## Exercise objective
Every line containing "body" should be copied out. Go through the entries and find them.

[Dataset excerpts]
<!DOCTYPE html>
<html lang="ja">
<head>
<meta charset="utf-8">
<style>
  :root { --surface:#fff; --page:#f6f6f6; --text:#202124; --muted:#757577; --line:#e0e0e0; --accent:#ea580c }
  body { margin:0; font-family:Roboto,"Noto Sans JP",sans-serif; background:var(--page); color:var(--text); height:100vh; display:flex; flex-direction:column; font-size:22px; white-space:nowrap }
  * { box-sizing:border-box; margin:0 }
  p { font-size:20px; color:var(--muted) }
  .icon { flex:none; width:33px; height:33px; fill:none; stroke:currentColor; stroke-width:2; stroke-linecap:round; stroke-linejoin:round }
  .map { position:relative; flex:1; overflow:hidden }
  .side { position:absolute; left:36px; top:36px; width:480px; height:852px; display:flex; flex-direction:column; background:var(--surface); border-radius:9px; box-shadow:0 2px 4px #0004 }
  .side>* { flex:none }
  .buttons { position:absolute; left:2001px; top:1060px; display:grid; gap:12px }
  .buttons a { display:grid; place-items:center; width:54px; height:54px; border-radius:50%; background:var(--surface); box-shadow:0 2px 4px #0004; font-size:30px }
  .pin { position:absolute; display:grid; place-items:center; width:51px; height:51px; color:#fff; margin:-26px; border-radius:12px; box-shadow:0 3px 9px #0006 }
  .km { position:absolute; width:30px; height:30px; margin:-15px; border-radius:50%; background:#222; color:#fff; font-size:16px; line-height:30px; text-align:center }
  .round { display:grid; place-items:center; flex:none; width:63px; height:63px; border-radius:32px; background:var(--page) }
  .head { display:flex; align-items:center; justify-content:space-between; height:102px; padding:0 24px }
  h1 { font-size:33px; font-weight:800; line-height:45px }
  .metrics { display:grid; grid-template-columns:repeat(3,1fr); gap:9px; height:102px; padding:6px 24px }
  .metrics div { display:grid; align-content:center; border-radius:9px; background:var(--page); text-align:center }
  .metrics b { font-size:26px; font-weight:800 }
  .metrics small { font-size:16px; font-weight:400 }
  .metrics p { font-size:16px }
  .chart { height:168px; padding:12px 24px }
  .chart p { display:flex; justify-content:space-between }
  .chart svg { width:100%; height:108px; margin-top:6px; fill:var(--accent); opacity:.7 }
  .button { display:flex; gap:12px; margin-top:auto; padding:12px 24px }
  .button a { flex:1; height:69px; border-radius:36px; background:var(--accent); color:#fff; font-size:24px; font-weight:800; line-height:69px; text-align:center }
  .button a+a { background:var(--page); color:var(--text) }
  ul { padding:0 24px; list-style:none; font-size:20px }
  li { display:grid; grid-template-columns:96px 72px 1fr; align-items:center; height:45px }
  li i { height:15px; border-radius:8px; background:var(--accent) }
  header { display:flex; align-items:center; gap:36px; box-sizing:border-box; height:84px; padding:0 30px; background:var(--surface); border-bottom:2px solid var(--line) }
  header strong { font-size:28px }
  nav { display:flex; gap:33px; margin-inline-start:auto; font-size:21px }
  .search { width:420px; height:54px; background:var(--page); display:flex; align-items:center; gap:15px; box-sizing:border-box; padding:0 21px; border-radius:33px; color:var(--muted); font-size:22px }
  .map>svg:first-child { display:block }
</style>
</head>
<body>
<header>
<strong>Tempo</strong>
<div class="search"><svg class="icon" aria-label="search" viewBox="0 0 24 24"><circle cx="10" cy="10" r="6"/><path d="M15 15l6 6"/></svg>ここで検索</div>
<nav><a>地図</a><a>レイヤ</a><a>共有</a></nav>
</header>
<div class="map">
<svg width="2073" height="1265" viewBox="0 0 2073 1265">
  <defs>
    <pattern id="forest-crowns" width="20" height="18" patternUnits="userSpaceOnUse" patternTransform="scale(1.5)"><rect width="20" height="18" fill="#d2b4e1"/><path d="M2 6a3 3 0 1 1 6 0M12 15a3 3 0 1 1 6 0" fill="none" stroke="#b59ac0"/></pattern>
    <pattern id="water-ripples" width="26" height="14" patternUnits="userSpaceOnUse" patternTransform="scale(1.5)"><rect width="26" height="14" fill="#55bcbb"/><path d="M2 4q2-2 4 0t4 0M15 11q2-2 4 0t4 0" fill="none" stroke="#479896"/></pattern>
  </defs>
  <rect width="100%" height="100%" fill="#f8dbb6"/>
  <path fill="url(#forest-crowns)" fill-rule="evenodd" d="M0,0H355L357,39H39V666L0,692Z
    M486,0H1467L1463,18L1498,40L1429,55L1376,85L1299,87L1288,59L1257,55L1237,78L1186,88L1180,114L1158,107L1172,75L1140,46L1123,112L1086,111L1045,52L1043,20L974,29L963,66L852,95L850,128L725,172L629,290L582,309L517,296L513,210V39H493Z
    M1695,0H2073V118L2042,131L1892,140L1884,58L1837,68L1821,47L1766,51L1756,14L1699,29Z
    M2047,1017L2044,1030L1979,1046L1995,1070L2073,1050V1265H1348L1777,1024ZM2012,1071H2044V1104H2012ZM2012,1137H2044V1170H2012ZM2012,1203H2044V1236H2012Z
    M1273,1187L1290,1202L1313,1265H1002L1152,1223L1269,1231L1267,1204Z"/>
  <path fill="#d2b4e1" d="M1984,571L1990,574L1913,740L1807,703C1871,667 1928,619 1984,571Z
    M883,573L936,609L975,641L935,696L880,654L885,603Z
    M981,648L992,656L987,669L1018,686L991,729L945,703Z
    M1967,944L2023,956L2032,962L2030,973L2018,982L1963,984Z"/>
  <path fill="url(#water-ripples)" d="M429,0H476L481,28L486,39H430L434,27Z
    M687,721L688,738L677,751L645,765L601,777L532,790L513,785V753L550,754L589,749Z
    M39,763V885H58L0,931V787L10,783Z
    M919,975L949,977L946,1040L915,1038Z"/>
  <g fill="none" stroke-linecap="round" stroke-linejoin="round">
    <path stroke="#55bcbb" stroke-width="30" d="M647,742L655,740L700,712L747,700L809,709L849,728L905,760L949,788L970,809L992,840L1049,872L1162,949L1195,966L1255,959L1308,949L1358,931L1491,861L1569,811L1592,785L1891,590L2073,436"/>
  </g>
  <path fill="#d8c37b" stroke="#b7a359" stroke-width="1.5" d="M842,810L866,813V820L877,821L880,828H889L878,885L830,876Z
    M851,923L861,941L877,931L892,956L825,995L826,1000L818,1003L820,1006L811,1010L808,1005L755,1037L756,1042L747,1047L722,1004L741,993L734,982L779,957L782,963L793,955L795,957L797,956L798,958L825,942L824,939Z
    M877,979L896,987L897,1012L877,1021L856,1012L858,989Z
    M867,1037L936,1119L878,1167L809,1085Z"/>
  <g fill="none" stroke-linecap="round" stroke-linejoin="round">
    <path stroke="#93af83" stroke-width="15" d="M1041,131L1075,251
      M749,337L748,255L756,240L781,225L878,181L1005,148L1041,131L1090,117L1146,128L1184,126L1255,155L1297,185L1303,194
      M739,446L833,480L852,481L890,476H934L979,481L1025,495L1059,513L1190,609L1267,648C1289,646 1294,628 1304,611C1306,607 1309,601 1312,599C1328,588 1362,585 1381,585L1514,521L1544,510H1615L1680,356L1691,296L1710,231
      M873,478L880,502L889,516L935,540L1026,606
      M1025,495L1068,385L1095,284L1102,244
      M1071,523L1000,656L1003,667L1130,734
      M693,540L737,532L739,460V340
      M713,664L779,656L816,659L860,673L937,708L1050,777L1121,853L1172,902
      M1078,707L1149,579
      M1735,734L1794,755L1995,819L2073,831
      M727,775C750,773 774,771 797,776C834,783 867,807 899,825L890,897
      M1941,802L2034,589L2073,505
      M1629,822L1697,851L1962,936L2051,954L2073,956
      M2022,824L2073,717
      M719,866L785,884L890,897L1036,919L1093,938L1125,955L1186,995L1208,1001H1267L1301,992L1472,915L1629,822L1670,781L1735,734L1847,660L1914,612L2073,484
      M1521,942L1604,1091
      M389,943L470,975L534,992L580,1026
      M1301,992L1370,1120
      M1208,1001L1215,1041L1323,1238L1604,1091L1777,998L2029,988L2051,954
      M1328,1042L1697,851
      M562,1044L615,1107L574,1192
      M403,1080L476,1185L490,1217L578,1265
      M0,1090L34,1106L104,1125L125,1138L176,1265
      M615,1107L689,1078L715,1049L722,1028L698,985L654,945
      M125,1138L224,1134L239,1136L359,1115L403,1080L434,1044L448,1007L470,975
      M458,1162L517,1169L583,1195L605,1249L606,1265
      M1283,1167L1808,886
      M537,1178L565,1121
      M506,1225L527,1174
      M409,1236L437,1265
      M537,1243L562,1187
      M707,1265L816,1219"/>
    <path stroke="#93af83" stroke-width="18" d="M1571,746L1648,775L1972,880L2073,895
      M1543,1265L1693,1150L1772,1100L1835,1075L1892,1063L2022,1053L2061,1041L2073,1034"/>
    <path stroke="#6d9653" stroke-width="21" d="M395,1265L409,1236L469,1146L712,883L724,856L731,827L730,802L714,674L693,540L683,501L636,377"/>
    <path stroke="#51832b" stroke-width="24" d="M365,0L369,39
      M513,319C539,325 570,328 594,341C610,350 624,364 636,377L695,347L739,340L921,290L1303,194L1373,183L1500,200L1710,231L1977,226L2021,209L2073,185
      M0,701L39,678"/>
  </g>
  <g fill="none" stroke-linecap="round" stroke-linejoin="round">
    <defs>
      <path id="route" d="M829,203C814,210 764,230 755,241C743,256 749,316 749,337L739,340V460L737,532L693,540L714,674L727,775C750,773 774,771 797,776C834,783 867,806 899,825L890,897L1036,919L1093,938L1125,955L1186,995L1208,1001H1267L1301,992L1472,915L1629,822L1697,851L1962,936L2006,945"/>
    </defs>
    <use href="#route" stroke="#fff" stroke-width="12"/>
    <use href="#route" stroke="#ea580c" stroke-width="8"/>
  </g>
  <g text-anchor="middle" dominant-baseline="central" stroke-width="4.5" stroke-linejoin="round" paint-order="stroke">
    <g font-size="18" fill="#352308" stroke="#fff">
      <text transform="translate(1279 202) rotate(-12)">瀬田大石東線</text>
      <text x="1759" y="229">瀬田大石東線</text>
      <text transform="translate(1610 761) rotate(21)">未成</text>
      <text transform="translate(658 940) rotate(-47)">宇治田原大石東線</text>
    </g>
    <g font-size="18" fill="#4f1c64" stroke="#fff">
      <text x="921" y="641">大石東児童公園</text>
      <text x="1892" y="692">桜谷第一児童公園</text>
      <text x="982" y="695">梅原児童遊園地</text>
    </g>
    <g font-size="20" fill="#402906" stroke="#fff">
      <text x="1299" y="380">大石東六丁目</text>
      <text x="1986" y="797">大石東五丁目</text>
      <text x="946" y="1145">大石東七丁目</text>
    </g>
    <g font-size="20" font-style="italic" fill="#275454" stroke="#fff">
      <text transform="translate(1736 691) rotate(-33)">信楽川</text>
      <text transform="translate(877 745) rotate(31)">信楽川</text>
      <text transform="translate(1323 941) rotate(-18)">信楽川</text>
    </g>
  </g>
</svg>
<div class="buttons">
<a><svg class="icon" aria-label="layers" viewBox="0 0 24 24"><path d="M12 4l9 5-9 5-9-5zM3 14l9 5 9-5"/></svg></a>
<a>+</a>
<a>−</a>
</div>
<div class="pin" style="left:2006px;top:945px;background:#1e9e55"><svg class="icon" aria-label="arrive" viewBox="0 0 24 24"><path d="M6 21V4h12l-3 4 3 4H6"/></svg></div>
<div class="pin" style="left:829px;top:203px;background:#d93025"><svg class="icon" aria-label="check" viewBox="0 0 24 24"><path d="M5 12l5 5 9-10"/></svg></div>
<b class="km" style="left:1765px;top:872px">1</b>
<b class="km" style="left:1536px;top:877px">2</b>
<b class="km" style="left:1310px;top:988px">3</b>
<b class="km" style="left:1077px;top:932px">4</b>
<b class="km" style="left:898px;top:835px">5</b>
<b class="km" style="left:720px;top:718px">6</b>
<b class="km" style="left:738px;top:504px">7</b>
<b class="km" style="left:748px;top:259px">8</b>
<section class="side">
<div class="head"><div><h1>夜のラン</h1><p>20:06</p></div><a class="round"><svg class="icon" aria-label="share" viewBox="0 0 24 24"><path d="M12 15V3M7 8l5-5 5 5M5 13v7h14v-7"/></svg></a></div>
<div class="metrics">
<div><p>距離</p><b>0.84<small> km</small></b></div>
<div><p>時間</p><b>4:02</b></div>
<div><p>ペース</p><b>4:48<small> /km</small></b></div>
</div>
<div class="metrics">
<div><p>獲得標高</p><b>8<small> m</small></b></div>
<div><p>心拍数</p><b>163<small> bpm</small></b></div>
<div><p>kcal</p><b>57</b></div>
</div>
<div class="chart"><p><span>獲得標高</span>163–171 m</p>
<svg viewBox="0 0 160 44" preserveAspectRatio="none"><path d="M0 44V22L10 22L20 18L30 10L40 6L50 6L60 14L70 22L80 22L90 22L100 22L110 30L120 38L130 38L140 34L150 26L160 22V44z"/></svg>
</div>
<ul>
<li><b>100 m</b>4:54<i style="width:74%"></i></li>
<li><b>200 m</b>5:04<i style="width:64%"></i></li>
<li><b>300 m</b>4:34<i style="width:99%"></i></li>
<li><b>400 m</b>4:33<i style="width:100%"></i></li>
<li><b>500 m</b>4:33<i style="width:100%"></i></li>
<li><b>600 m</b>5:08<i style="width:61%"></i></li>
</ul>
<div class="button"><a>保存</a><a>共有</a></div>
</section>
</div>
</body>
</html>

## Solution to the problem
  body { margin:0; font-family:Roboto,"Noto Sans JP",sans-serif; background:var(--page); color:var(--text); height:100vh; display:flex; flex-direction:column; font-size:22px; white-space:nowrap }
<body>
</body>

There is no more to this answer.